▶ _Source information_:
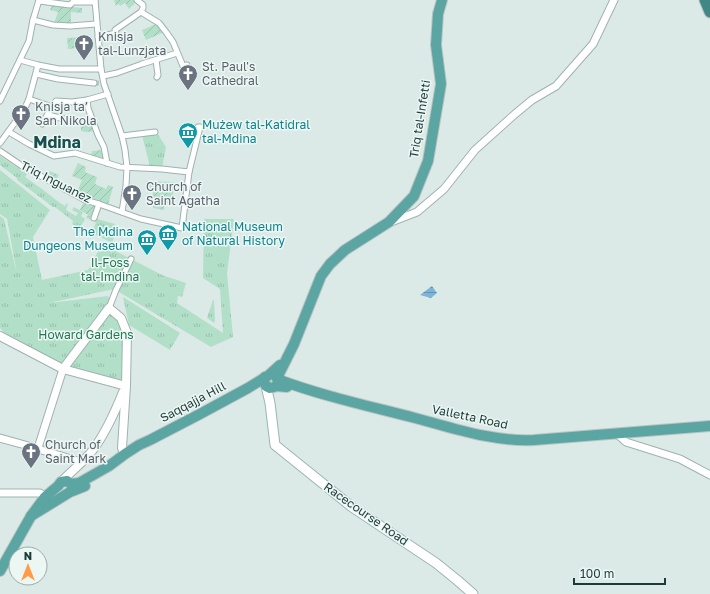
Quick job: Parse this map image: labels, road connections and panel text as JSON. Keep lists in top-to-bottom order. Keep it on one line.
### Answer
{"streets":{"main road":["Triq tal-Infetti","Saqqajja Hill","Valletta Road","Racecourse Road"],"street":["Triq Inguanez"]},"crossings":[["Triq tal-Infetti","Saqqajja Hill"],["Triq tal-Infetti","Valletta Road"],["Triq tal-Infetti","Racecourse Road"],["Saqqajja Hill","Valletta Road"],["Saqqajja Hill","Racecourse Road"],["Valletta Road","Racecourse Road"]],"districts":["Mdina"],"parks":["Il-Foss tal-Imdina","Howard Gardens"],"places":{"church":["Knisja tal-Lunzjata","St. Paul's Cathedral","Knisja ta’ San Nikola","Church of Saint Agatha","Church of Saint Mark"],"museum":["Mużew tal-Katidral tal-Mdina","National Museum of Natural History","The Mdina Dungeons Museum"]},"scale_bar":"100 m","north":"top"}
---
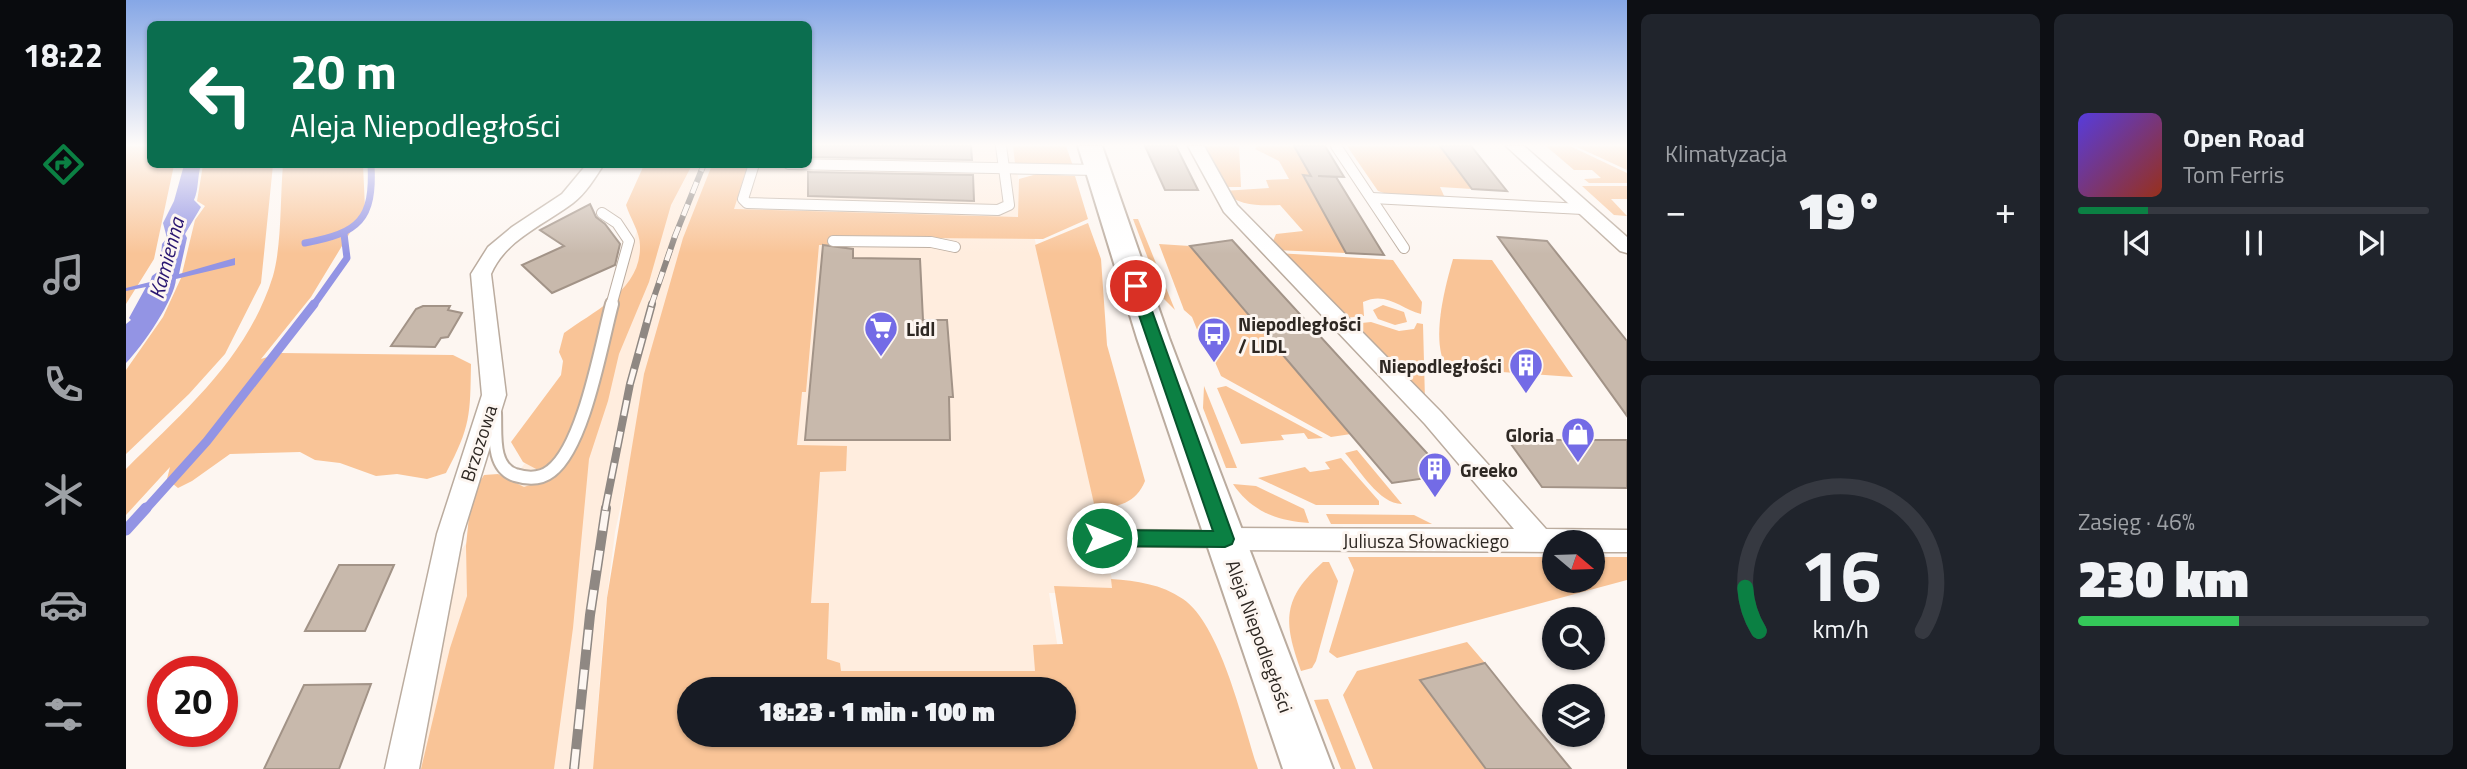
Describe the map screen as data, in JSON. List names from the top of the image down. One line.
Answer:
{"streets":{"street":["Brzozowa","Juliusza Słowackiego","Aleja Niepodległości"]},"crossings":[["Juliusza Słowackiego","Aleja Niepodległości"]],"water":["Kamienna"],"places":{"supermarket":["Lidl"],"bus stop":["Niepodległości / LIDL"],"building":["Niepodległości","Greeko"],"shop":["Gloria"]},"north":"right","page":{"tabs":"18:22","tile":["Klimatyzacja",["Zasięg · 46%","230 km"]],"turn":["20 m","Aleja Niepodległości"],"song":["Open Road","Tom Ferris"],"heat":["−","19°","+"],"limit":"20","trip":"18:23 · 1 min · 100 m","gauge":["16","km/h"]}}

▶ _What is needed_: Go through the listing above and copy each line where the string "image" appears.

▶ _Response to this exercise_:
Quick job: Parse this map image: labels, road connections and panel text as JSON. Keep lists in top-to-bottom order. Keep it on one line.
Describe the map screen as data, in JSON. List names from the top of the image down. One line.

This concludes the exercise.